In April 2019, 30-year-old Loreta Taylor fulfilled her wish to spend some special time away with her young family before she passed away. This brave young woman with terminal cancer travelled from the family home in Auckland’s North Shore to Queenstown, for a luxury holiday with her husband Mark and two children Charlie (4) and Anabelle (2). This was all made possible by the Race4Life Trust, an organisation that was first established in 2015 in New Zealand.
Race4Life delivers a wish service and provision of special events and activities to engage adult palliative care patients throughout New Zealand. Fulfilling wishes enables people with a terminal illness to realize their dreams and create memories that they and their families can cherish. These special experiences promote positive wellbeing, often providing light when all hope may have been lost. As a result, these special wishes have a very profound impact on patients, their families, and the wider community.
Over 600 wishes have been granted since Viv James first began the Race4Life Trust in 2015. From 2015 until March 2020 the staff grew to 9 full and part time workers. A strong passion and enthusiasm for this beautiful work, along with an understanding of the profound impact the service has on patients, families and communities throughout NZ, being the life blood of the staff.

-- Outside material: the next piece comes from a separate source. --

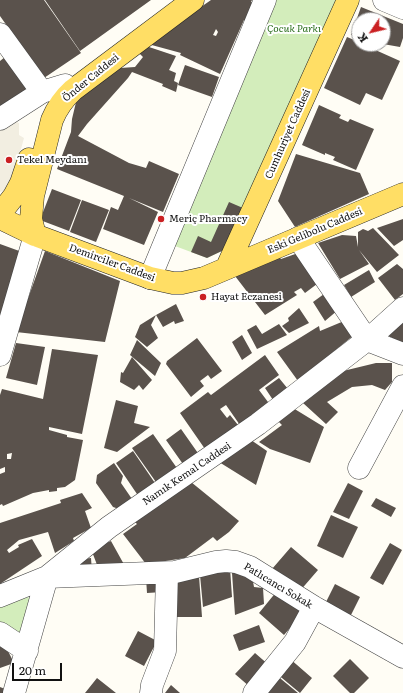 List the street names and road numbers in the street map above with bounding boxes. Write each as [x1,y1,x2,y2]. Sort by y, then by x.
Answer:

Since 2020, with the onset of Covid 19, Race4Life has experienced many challenges including limited ability to raise funds, staff redundancies and an inability to grant wishes safely at anything but Alert Level One due to fragility of immune compromised patients. The continuous rollout of Lockdowns across New Zealand since 2020 has effectively meant that wishes have been compromised due to travel and gathering restrictions rules. Many patients as a result have passed away whilst on the ever increasing Waiting List.
The team restricted in so many ways, processed 79 wish requests in 2020, however they were only able to successfully deliver 49 wishes. In fact, 28% of wishes were not able to be completed compared to 13% in 2019. Several wishes were deferred to 2021 resulting in patients passing away before their wishes could be granted.
Wishes are a gift of hope and happiness at a time when patients need it the most. They can dramatically lift the spirits of people with life-limiting illness who can often feel isolated and removed from society. A helicopter ride, meeting a celebrity, a luxurious holiday away or a simple gathering in the backyard, are but a few of the many types of wishes requested by patients throughout NZ. These initiatives not only benefit the dying individual, but bring together families and the community, during often tragic cases of bereavement, to help them process grief in a healthy and meaningful way as expressed in this video:
Race4Life has been engaged in a study led by Dr Alison Booth, looking at the impact of a wish on patients, their families, and host communities throughout New Zealand. We have been given an opportunity to present our work at the Palliative Care Conference in Montreal in September 2022. The study is the first of its kind that has looked at the impact of the Wish Experience on patients over 18. It points out the demands of the growth of the service, over the years and the impact that Covid 19 has had on the organisation.
A large percentage of wishes do involve travel to popular tourist spots within New Zealand. With Covid 19 Alert Level restrictions and the policy of the NZ Government, the Tourism and Hospitality sectors have been decimated these past 18 months. However, at different stages in 2020 when the Wish Service was in operation, there was still heart-warming support from communities New Zealand wide. It would appear that the currency of the heart had over-ruled the pocket. So many businesses, have been touched over the years by this humbling work. Even in what would seem impossible situations, they have maintained a loyalty.
The ancient adage: “It is in giving that we receive” is apparently the driving force!
When the opportunity to make a difference in the lives of Palliative Care Patients is in the asking, businesses throughout New Zealand are tending to open their arms to patients, just as they did prior to Covid times, with Loretta and her family in 2019.